- Saved entries -
* * * * *
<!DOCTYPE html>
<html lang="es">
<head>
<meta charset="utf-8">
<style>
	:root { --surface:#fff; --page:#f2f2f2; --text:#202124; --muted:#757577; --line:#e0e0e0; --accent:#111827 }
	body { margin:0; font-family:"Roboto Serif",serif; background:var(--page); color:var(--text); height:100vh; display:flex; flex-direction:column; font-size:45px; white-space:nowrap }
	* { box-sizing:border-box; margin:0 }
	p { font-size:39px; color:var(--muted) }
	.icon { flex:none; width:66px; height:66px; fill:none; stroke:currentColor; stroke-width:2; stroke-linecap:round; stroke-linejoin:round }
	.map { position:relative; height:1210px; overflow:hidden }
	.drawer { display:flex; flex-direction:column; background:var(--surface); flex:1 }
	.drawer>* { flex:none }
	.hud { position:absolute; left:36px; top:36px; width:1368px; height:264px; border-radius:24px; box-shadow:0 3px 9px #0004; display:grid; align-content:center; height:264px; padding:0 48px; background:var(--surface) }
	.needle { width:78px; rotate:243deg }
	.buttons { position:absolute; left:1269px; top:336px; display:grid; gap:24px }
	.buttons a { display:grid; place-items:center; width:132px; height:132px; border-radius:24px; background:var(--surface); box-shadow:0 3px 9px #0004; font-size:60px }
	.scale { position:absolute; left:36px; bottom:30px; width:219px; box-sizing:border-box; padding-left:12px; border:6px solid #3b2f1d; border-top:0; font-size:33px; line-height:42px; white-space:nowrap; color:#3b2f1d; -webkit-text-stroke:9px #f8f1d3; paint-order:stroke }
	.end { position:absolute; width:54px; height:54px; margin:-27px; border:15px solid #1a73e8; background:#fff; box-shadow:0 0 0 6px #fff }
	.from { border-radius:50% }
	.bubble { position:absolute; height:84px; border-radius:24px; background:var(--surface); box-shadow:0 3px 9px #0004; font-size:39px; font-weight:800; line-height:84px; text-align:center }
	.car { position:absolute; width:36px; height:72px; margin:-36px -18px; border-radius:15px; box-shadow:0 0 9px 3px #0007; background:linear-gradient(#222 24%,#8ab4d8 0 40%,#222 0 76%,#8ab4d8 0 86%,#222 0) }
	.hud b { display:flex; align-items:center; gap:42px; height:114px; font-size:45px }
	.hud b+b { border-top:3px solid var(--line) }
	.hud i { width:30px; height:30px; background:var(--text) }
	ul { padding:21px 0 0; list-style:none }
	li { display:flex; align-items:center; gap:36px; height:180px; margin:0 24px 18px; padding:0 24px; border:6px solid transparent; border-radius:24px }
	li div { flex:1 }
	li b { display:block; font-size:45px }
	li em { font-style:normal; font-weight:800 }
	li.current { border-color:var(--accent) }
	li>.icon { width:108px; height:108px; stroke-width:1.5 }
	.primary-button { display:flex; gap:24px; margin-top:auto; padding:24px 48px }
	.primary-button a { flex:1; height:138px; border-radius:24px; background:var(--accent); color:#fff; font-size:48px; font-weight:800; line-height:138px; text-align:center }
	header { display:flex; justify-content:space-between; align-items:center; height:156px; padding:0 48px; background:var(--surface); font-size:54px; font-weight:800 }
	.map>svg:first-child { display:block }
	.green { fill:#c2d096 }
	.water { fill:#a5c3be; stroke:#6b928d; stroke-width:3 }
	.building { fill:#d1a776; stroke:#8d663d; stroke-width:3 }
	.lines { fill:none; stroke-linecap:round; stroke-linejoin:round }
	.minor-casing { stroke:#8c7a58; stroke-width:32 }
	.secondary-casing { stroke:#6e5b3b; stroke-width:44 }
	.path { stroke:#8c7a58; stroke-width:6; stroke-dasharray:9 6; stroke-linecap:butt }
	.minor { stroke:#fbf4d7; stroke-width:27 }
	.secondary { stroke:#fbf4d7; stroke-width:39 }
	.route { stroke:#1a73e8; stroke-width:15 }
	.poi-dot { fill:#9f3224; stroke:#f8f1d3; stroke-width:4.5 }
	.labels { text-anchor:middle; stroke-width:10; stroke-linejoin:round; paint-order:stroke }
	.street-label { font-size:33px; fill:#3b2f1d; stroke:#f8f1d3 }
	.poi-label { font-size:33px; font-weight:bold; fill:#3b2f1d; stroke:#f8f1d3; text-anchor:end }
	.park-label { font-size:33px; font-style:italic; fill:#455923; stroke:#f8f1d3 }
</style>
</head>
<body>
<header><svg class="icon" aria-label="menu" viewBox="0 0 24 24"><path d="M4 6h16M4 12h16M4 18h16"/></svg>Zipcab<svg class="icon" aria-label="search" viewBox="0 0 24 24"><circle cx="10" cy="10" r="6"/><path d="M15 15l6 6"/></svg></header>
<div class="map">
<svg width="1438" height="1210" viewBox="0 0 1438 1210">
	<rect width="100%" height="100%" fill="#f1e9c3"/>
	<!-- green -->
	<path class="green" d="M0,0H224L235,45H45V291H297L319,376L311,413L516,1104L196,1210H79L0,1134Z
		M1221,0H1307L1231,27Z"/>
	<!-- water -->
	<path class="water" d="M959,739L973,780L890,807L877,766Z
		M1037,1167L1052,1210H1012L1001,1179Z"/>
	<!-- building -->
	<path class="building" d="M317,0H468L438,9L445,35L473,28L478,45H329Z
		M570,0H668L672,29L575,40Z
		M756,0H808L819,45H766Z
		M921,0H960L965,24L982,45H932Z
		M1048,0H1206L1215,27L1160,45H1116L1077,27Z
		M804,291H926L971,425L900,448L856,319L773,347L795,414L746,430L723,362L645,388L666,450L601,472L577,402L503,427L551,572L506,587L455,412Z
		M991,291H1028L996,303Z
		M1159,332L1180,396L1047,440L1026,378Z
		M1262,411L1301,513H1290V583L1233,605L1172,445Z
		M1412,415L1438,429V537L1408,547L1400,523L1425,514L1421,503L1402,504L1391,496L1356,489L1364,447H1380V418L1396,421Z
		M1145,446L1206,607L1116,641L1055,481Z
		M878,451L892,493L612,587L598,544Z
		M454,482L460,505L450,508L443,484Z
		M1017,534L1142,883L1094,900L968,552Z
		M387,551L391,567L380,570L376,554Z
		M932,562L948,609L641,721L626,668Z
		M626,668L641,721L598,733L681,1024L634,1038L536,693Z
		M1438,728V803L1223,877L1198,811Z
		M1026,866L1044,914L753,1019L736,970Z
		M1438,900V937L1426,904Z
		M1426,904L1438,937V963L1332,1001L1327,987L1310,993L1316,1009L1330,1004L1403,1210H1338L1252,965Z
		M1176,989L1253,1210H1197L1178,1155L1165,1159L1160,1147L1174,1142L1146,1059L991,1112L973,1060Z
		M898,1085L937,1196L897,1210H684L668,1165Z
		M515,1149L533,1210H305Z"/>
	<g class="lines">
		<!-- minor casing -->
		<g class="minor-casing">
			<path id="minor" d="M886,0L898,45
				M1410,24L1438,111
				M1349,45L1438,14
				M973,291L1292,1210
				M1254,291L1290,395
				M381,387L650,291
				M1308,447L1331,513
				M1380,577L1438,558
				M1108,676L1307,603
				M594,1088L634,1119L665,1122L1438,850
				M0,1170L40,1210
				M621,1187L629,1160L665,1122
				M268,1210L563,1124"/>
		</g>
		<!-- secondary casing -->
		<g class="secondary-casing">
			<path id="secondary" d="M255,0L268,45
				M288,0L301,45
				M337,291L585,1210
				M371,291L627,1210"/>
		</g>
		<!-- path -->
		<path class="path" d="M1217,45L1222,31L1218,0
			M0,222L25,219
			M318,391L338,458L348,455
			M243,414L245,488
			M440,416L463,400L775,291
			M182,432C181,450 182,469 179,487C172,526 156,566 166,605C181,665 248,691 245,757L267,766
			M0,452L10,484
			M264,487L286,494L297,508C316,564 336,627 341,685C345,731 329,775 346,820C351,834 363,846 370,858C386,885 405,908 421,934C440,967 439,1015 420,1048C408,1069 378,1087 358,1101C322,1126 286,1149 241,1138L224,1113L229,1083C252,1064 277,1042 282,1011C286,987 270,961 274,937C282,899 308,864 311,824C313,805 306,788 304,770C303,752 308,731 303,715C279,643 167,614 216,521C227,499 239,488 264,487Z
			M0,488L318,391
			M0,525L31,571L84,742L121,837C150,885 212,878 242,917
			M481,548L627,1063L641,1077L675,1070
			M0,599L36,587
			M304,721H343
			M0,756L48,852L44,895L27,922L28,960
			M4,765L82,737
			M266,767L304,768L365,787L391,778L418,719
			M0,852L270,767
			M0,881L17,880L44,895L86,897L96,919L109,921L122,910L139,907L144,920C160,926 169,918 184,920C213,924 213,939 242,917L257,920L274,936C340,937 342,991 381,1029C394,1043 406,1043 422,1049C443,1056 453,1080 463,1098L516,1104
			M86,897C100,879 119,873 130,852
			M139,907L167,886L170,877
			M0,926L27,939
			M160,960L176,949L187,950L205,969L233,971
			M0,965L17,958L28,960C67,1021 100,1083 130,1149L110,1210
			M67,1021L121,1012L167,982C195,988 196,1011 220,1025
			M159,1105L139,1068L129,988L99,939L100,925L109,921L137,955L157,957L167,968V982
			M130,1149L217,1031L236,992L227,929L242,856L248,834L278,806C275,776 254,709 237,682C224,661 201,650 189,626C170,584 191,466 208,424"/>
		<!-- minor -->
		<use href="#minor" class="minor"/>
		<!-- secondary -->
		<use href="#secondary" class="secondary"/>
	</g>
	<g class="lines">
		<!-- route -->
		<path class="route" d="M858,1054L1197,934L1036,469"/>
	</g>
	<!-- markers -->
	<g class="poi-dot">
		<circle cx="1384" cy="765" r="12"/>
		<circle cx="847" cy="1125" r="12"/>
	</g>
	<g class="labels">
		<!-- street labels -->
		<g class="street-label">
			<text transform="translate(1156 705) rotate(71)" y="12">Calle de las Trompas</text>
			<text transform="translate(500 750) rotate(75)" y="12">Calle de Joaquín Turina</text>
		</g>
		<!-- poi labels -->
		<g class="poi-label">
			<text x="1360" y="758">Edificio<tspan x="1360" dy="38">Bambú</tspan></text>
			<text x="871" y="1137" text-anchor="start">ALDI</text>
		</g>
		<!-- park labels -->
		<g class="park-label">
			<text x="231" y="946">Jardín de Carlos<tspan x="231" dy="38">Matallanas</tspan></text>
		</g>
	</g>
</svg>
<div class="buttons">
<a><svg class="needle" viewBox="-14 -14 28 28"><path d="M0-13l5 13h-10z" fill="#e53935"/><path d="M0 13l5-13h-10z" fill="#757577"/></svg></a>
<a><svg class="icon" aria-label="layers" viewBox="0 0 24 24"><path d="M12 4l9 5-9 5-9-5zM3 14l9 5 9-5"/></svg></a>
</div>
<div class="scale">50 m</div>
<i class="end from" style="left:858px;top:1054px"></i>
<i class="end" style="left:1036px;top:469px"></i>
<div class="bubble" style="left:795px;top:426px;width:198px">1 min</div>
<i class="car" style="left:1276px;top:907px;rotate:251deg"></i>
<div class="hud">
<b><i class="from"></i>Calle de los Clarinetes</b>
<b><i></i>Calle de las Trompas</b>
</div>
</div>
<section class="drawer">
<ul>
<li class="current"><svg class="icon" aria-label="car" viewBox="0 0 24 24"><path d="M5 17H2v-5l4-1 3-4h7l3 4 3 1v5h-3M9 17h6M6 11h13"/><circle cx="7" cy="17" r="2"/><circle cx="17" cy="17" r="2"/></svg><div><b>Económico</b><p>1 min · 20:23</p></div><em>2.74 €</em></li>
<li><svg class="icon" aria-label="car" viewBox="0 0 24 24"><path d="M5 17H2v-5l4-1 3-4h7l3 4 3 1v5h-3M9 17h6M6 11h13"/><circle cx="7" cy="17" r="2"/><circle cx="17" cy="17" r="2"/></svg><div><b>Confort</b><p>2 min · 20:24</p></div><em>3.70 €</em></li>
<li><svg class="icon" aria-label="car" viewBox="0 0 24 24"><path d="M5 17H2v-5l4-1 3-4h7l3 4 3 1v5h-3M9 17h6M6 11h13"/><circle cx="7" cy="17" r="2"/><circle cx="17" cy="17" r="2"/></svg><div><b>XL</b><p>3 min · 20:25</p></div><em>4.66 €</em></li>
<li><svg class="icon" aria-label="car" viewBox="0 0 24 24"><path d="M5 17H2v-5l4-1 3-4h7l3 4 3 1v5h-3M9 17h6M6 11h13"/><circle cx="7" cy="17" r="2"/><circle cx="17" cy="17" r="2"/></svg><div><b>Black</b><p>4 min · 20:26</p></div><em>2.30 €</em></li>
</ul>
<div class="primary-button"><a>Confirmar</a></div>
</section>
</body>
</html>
* * * * *
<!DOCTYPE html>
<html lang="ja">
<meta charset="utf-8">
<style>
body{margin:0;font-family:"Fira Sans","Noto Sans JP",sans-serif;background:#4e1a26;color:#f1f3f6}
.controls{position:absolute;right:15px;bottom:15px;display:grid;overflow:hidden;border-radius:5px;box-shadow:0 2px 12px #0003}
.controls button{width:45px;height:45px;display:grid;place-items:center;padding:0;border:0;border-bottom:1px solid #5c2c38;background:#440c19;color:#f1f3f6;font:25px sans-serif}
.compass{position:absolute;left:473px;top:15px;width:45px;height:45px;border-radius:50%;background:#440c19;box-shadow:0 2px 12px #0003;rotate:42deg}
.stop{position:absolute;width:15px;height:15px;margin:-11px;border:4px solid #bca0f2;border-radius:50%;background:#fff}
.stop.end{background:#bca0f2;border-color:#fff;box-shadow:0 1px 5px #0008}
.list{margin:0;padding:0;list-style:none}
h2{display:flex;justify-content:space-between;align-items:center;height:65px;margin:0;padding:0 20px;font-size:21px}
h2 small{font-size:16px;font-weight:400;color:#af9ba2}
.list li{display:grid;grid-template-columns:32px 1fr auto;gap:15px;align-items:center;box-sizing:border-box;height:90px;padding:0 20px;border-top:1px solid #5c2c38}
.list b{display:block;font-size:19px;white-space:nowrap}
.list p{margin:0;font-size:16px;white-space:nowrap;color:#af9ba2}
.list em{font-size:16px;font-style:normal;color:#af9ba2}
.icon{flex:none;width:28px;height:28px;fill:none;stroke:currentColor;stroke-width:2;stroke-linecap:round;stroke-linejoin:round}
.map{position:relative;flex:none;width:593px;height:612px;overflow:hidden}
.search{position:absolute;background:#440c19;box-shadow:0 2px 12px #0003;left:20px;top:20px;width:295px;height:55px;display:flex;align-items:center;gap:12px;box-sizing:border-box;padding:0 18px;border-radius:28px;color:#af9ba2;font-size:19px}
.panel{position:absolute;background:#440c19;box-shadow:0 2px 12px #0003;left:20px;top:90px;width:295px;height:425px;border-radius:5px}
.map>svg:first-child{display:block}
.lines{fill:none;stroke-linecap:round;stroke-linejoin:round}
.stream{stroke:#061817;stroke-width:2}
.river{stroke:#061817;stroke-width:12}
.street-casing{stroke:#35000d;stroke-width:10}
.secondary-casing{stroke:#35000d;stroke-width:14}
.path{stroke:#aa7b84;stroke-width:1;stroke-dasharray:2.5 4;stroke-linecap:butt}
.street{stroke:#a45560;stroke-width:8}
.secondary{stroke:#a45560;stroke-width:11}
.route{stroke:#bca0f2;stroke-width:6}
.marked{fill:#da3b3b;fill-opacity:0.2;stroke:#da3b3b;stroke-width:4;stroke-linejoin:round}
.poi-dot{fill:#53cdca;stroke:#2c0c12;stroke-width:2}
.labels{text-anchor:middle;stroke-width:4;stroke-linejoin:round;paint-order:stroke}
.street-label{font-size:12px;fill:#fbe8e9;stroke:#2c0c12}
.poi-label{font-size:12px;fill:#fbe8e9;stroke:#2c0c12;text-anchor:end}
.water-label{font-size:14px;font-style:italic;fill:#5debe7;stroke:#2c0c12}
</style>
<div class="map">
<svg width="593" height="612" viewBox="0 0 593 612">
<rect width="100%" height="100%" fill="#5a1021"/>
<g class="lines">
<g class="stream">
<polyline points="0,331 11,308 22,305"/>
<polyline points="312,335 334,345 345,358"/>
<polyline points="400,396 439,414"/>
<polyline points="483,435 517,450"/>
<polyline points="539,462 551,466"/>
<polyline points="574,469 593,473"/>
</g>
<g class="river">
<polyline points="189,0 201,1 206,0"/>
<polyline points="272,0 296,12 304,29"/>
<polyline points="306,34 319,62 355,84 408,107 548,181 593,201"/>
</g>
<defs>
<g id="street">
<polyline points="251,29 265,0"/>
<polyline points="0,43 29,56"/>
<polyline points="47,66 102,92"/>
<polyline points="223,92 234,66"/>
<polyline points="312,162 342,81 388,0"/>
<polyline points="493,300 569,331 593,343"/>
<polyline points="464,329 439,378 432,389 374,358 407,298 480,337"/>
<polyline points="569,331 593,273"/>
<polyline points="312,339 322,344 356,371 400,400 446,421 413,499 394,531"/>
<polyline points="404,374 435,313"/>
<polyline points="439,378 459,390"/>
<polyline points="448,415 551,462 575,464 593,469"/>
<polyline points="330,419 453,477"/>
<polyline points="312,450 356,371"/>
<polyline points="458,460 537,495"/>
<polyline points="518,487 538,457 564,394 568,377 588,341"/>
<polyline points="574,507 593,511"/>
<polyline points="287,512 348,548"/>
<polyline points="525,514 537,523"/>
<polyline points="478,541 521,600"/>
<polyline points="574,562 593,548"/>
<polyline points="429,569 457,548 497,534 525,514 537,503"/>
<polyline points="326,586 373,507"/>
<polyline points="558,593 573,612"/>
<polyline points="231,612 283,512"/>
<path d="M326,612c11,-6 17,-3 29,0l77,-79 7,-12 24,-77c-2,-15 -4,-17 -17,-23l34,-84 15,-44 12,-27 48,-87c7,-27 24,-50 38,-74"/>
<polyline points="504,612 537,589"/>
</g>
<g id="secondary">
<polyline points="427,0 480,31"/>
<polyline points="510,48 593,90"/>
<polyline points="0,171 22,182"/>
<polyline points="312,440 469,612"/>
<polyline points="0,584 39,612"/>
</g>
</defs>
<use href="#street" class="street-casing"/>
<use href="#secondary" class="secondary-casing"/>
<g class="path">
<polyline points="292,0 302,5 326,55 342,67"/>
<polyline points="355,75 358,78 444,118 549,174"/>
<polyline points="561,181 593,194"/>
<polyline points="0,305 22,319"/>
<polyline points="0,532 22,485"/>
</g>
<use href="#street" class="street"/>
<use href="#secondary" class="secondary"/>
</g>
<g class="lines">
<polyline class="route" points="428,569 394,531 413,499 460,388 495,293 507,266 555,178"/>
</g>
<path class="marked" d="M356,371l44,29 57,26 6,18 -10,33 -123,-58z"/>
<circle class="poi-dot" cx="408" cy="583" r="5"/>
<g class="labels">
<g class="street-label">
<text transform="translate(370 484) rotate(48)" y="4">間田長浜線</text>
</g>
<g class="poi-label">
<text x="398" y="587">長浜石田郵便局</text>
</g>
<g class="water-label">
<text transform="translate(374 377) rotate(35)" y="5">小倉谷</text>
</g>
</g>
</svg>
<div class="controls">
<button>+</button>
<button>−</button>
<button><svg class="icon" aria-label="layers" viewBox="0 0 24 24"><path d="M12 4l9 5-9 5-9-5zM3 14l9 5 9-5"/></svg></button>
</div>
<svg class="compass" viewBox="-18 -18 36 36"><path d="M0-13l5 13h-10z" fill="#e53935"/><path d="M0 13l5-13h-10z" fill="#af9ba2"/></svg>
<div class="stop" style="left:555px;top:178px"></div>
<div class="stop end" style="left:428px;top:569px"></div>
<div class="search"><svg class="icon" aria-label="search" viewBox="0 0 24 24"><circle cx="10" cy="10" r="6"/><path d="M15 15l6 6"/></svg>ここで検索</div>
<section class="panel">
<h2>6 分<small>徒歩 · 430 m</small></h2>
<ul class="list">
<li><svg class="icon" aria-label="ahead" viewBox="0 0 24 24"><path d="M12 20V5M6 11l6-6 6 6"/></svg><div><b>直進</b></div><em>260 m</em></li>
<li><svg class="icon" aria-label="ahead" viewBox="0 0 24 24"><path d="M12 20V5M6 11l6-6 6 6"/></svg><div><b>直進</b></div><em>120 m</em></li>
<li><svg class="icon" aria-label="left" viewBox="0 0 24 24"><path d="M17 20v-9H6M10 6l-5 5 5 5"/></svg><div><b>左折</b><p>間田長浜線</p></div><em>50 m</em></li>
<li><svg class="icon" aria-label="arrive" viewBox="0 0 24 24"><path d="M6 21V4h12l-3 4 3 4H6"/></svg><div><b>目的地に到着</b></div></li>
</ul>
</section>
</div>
* * * * *
- Your assignment -
Give the number of lines above in which the word "compass" occurs, with nothing else.

- Task response -
2